Wurde Hanery Amman nach seinen Träumen befragt, dann antwortete er stets das Gleiche: Er hoffe, bis zum Ende seines Lebens Musik machen zu können. Und auch wenn dieses Leben nicht immer gerecht zu ihm war und immer wieder neue Katastrophen und Enttäuschungen für ihn bereit hielt, blieb ihm zumindest das vergönnt: Er machte bis zuletzt das, was ihm am liebsten war – er machte Musik.
Es wäre vermessen zu behaupten, dass er dabei eine überdurchschnittliche Produktivität an den Tag gelegt hätte. Dafür hatte er zu sehr mit anderem Ungemach zu kämpfen. Von seinem Output wurde in all den Jahren nur ein kleiner Bruchteil veröffentlicht, weshalb anzunehmen ist, dass da irgendwo in Interlaken noch ein berstend voller Archiv-Schatz an Hanery-Amman-Essays und -Etüden auf seine Entdeckung wartet.
Die Seele von Rumpelstilz
Angebahnt wurde seine Musikkarriere indes schon früh. Er spielte schon in der Schule Banjo und Ukulele. Doch im Singsaal des Schulhauses stand dieses Klavier, das den ganzen Werdegang des Hanspeter «Hanery» Amman in andere Bahnen lenken sollte. Er begann darauf zu spielen und spürte schnell, dass sich damit weit grössere Gefühlsregungen erzielen liessen, als mit nasal klingenden Zupfinstrumenten.
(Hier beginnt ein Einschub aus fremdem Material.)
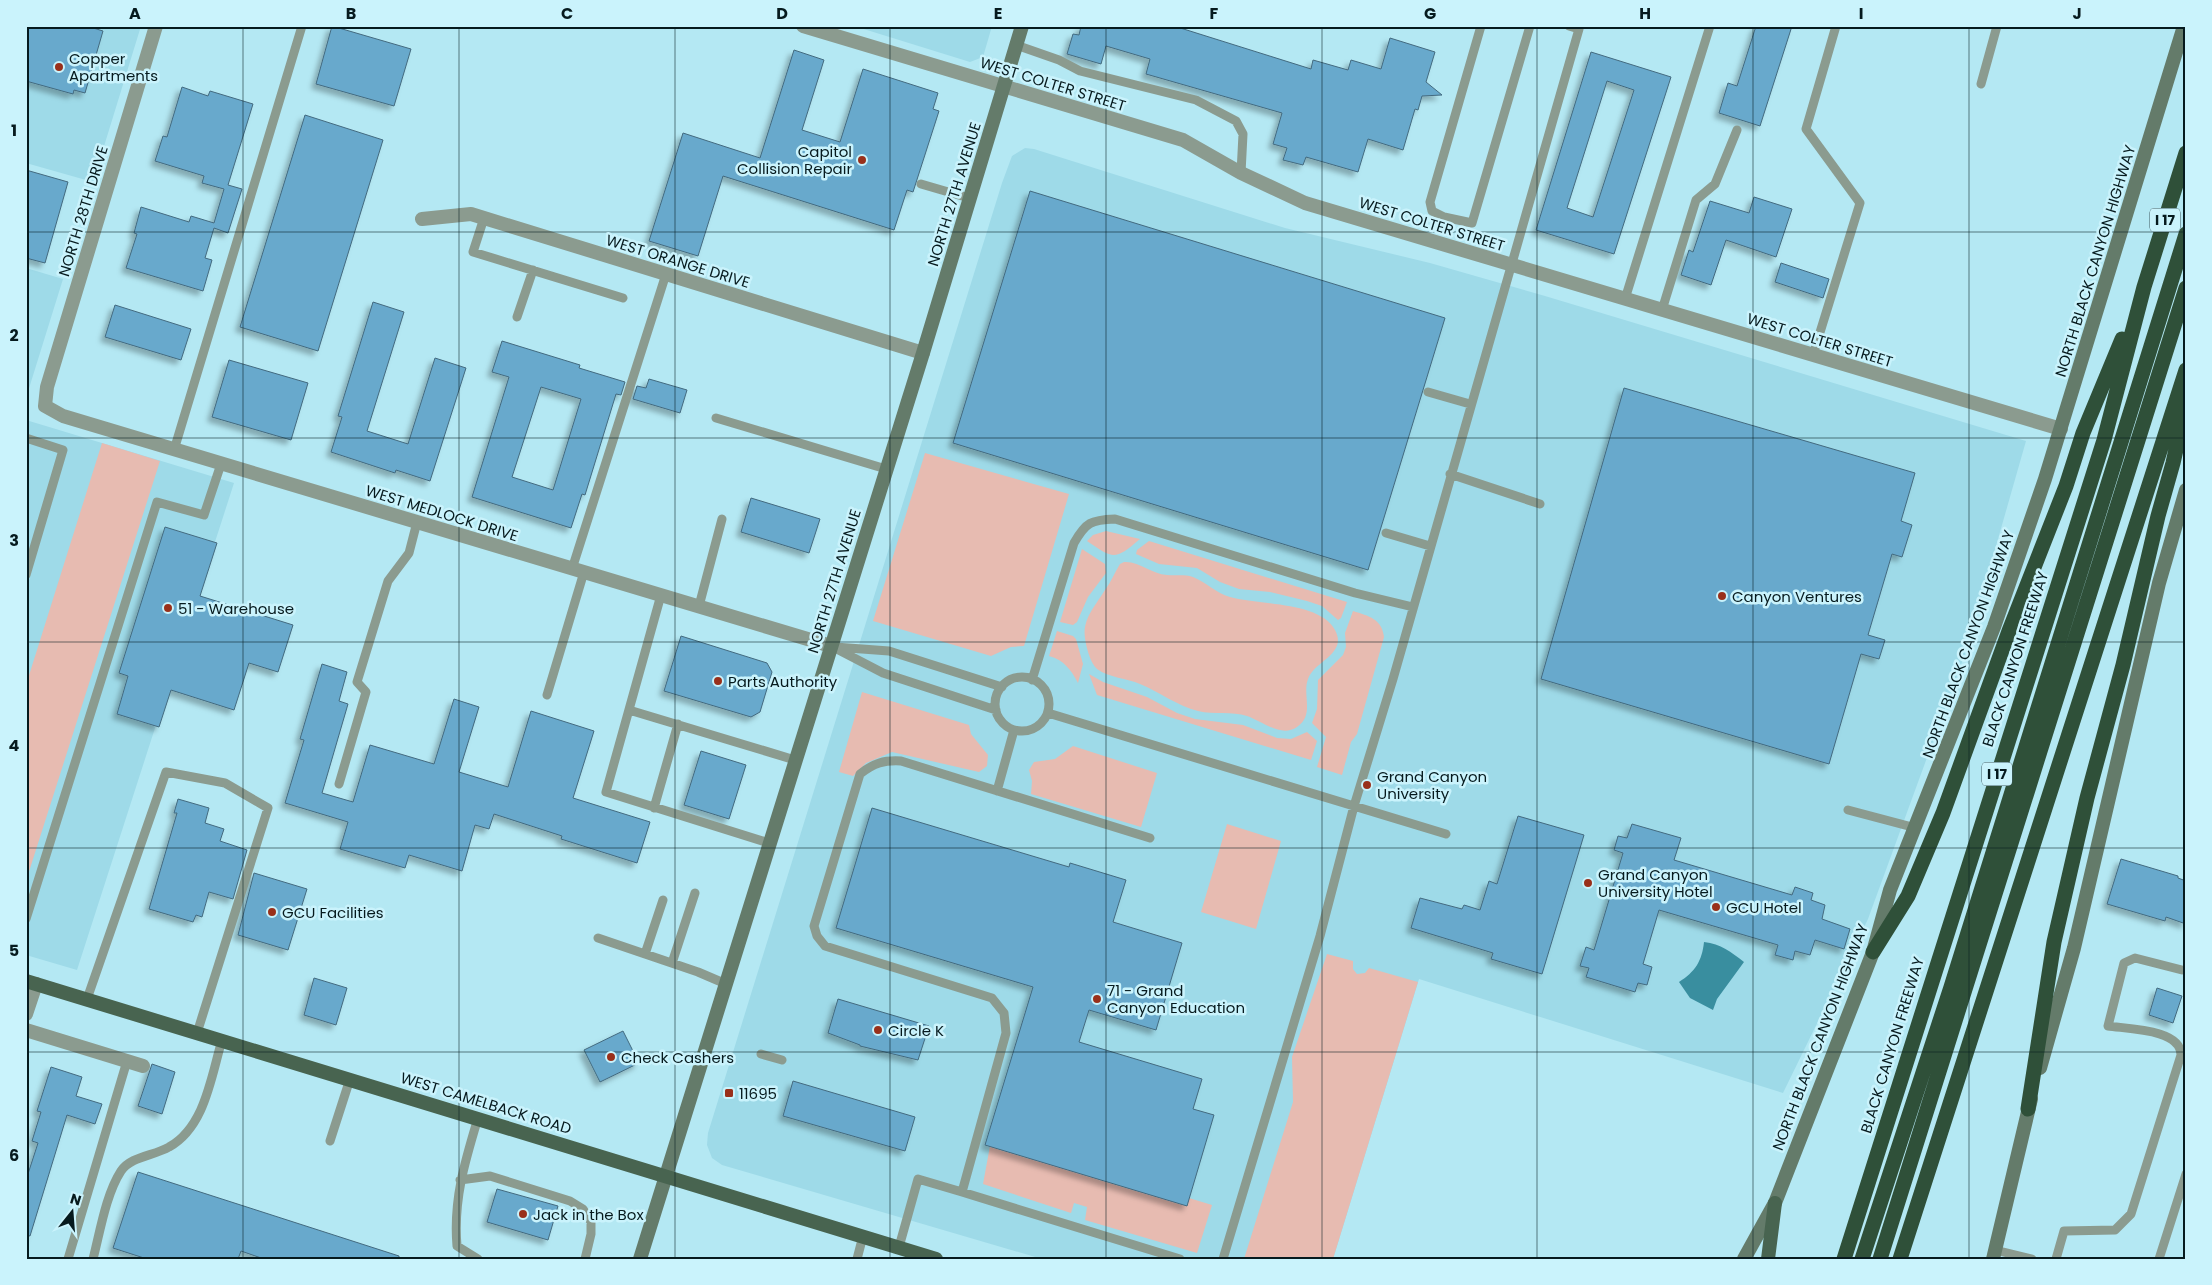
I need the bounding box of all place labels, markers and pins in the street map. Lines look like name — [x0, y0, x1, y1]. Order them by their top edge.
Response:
place label: Copper Apartments — [69, 48, 158, 86]
marker: Copper Apartments — [53, 61, 65, 73]
place label: Capitol Collision Repair — [737, 141, 852, 179]
marker: Capitol Collision Repair — [856, 154, 868, 166]
place label: Canyon Ventures — [1732, 586, 1862, 607]
marker: Canyon Ventures — [1716, 590, 1728, 602]
place label: 51 - Warehouse — [178, 598, 294, 619]
marker: 51 - Warehouse — [162, 602, 174, 614]
place label: Parts Authority — [728, 671, 838, 692]
marker: Parts Authority — [712, 675, 724, 687]
place label: Grand Canyon University — [1377, 766, 1487, 804]
marker: Grand Canyon University — [1361, 779, 1373, 791]
place label: Grand Canyon University Hotel — [1598, 864, 1713, 902]
marker: Grand Canyon University Hotel — [1582, 877, 1594, 889]
place label: GCU Hotel — [1726, 897, 1802, 918]
marker: GCU Hotel — [1710, 901, 1722, 913]
place label: GCU Facilities — [282, 902, 384, 923]
marker: GCU Facilities — [266, 906, 278, 918]
place label: 71 - Grand Canyon Education — [1107, 980, 1245, 1018]
marker: 71 - Grand Canyon Education — [1091, 993, 1103, 1005]
place label: Circle K — [888, 1020, 944, 1041]
marker: Circle K — [872, 1024, 884, 1036]
place label: Check Cashers — [621, 1047, 734, 1068]
marker: Check Cashers — [605, 1051, 617, 1063]
place label: 11695 — [739, 1083, 777, 1104]
marker: 11695 — [723, 1087, 735, 1099]
place label: Jack in the Box — [533, 1204, 644, 1225]
marker: Jack in the Box — [517, 1208, 529, 1220]

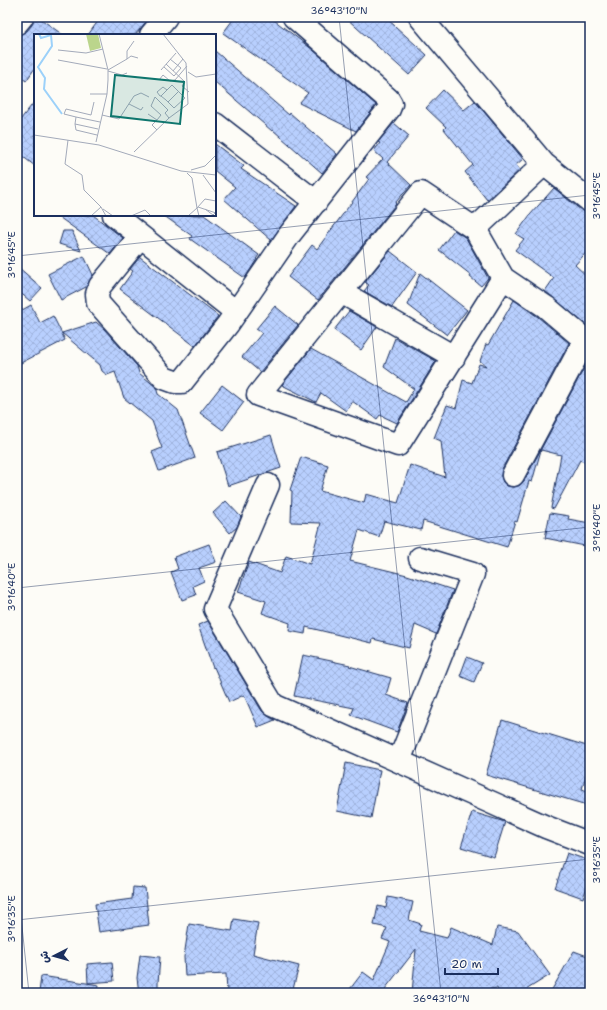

Nach einer Lehre als Feinmechaniker und nach einem Abstecher ins Schauspielfach (überliefert ist eine Rolle als General im Stück «Treffpunk Vietnam» am Zürcher Zimmer-Theater), traf er sich 1971 regelmässig mit seinem alten Nachbarn, einem gewissen Urs «Polo» Hofer, zum Musikmachen. Die beiden lebten mit ihren Eltern längere Zeit im selben Haus in Interlaken, Hofers waren Trauzeugen bei der Hochzeit der Ammans, und der sieben Jahre ältere Polo durfte Klein-Hanery zuweilen im Kinderwagen durch die Nachbarschaft schieben.
Damals ahnte noch niemand, dass die beiden bis an ihr Lebensende miteinander verbunden bleiben sollten – mal enger, mal etwas loser – und schon gar nicht, dass in Interlaken dereinst ein Platz nach den beiden benannt werden würde.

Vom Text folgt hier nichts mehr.